Ollama exposes an API compatible with OpenAI's format. Use it from any code:

# Direct Ollama API
curl http://localhost:11434/api/chat \
  -d '{"model": "qwen2.5:7b", "messages": [{"role": "user", "content": "Hello"}]}'

# OpenAI-compatible API (works with any OpenAI SDK)
curl http://localhost:11434/v1/chat/completions \
  -H "Content-Type: application/json" \
  -d '{"model": "qwen2.5:7b", "messages": [{"role": "user", "content": "Hello"}]}'

Python example using the OpenAI SDK:

from openai import OpenAI

client = OpenAI(
    base_url="http://localhost:11434/v1",
    api_key="ollama"  # Required but ignored by Ollama
)

response = client.chat.completions.create(
    model="qwen2.5:7b",
    messages=[{"role": "user", "content": "Explain Docker in simple terms"}]
)
print(response.choices[0].message.content)

The Gotcha: RAM and Context Length {#gotcha}

Ollama loads the model into RAM when the first request comes in and keeps it loaded for a period. If your prompt plus the conversation history exceeds the model's context window, old messages are silently dropped.

Practical issue: you notice the AI "forgets" earlier parts of long conversations. This isn't a bug — it's the context window limit.

Workarounds:

  • Use models with larger context windows (Qwen2.5 and Llama3.1 support 128K tokens)
  • Start new conversations for new topics
  • Keep conversations focused

Check available RAM before loading large models:

free -h
# Make sure available RAM > model size + 2 GB overhead

If Ollama crashes or returns errors, check memory:

sudo journalctl -u ollama -f

Model Management Commands {#commands}

# List downloaded models
ollama list

# Download a model
ollama pull MODEL_NAME

# Remove a model
ollama rm MODEL_NAME

# Show model details
ollama show MODEL_NAME

# Run model in terminal (interactive)
ollama run MODEL_NAME

# Check Ollama service
sudo systemctl status ollama
sudo journalctl -u ollama -f

# View model storage location
ls ~/.ollama/models/
du -sh ~/.ollama/models/  # Check total disk usage

Troubleshooting {#troubleshooting}

Issue Likely Cause Fix
Connection refused Service not running or wrong port Check systemctl status SERVICE and verify firewall rules
Permission denied Wrong file ownership or permissions Check file ownership with ls -la and use chown/chmod to fix
502 Bad Gateway Backend service not running Restart the backend service; check logs with journalctl -u SERVICE
SSL certificate error Certificate expired or domain mismatch Run sudo certbot renew and verify domain DNS points to server IP
Service not starting Config error or missing dependency Check logs with journalctl -u SERVICE -n 50 for specific error
Out of disk space Logs or data accumulation Run df -h to identify usage; clean logs or attach CBS storage
High memory usage Too many processes or memory leak Check with htop; consider upgrading instance plan if consistently high
Firewall blocking traffic Port not open in UFW or Lighthouse console Open port in Lighthouse console firewall AND sudo ufw allow PORT

Frequently Asked Questions {#faq}

How much RAM do I need to run Ollama on a VPS?
It depends on the model size. 3B parameter models need ~3–4 GB RAM; 7B models need ~5–6 GB; 13B+ models need 12+ GB. Check the requirements section for specific recommendations.

Can Ollama run on a CPU-only server without a GPU?
Yes, but inference speed varies significantly. 3B models are responsive on CPU. 7B+ models are noticeably slower without GPU acceleration.
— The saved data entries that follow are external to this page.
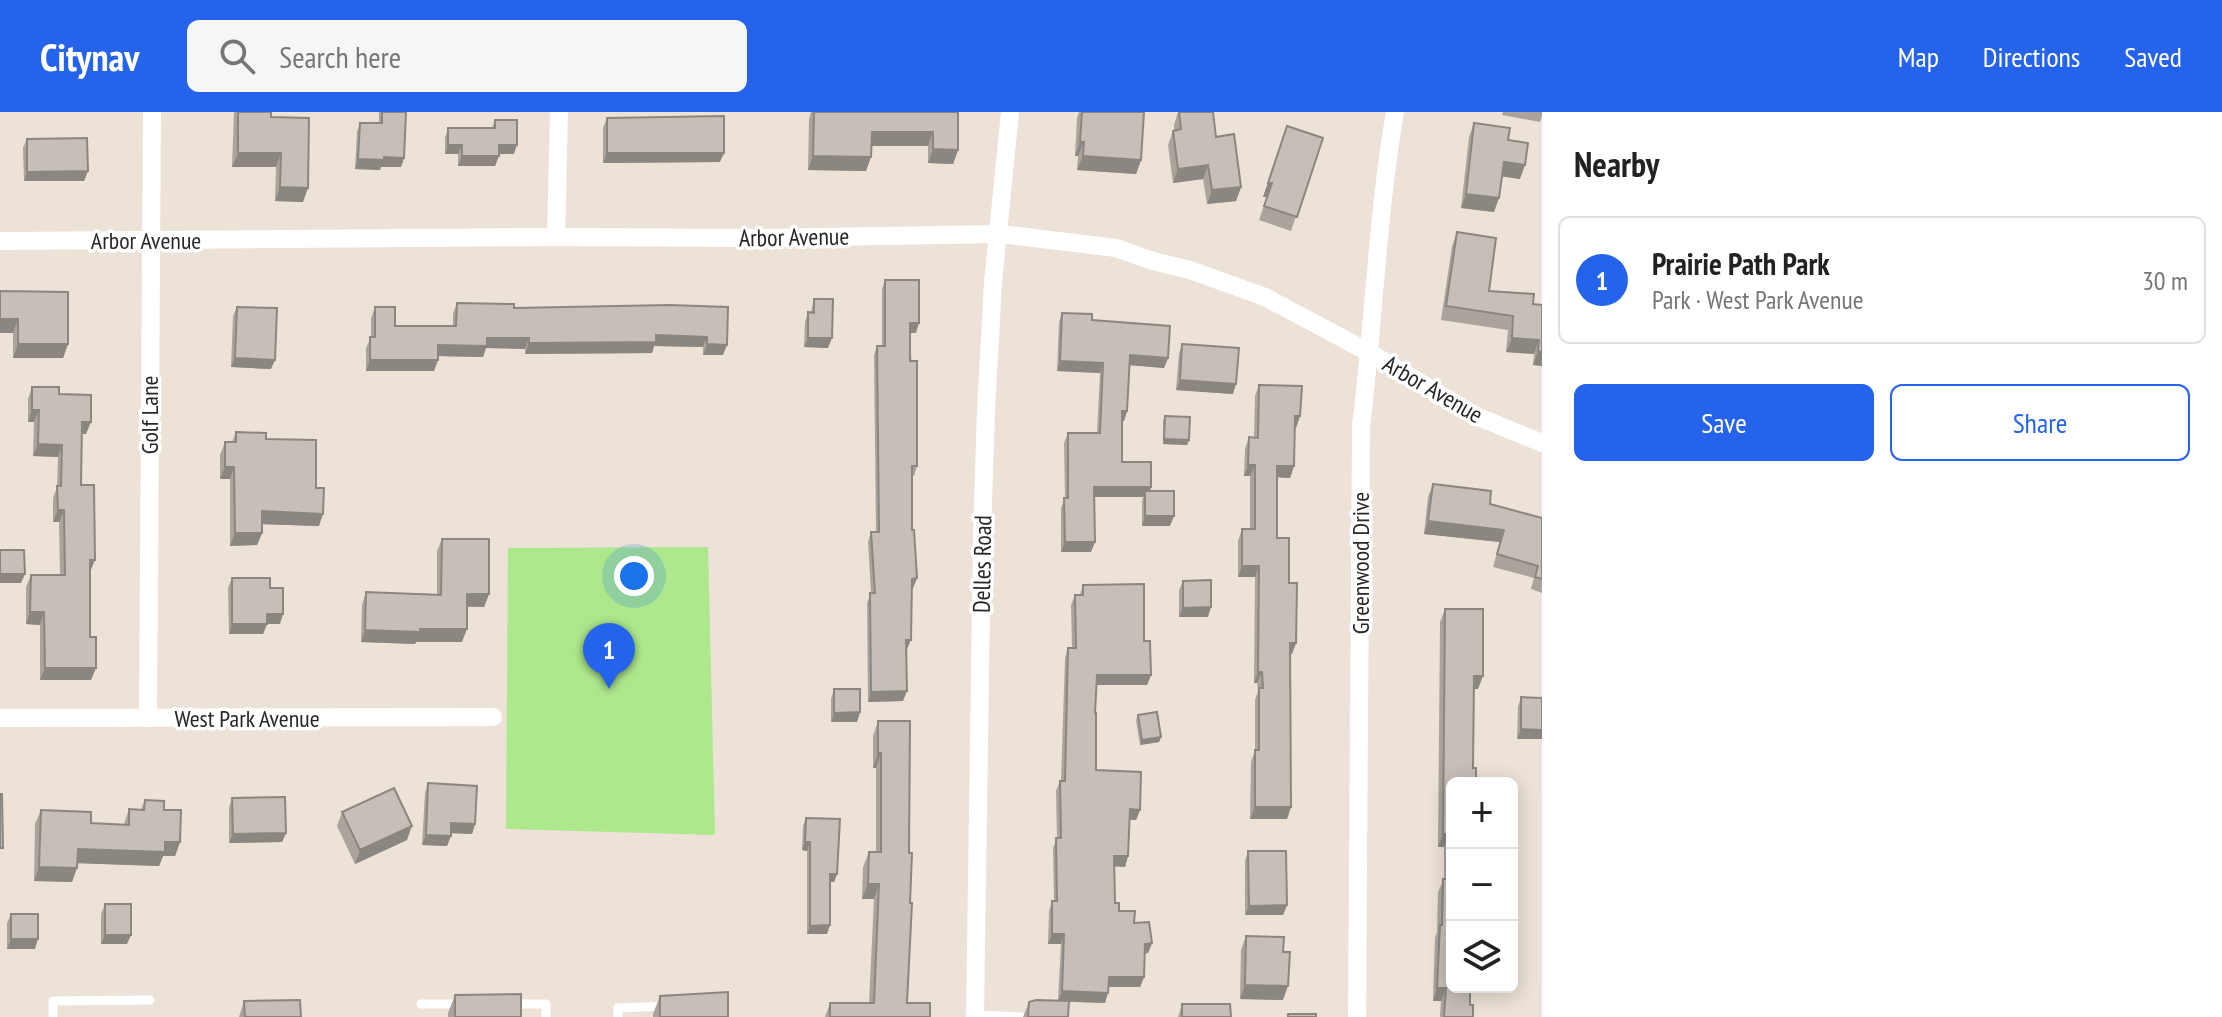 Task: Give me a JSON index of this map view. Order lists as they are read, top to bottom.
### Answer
{
  "streets": {
    "street": [
      "Arbor Avenue",
      "Golf Lane",
      "Greenwood Drive",
      "Delles Road",
      "West Park Avenue"
    ]
  },
  "crossings": [
    ["Arbor Avenue", "Golf Lane"],
    ["Arbor Avenue", "Greenwood Drive"],
    ["Arbor Avenue", "Delles Road"],
    ["Golf Lane", "West Park Avenue"]
  ],
  "page": {
    "header": "Citynav",
    "search": "Search here",
    "nav": ["Map", "Directions", "Saved"],
    "heading": "Nearby",
    "list": [
      {
        "mark": "1",
        "name": "Prairie Path Park",
        "note": "Park · West Park Avenue",
        "value": "30 m"
      }
    ],
    "buttons": ["Save", "Share"],
    "pins": "1",
    "map_buttons": ["+", "−"]
  }
}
For production AI workloads, consider a GPU instance.

Is my data private when using self-hosted AI models?
Yes — data is processed entirely on your server with no external API calls. Conversations, documents, and prompts never leave your infrastructure. This is a key advantage of self-hosting AI.

What is the TencentOS AI image and should I use it?
The TencentOS AI application image comes pre-installed with Python 3, Docker, PyTorch, TensorFlow, PaddlePaddle, and GPU drivers. It eliminates hours of manual CUDA and AI framework setup. Strongly recommended for GPU-accelerated AI workloads.

Can I use Ollama as a drop-in replacement for the OpenAI API?
Many self-hosted AI tools provide OpenAI-compatible API endpoints. You can often switch your application by just changing the base_url to your server address.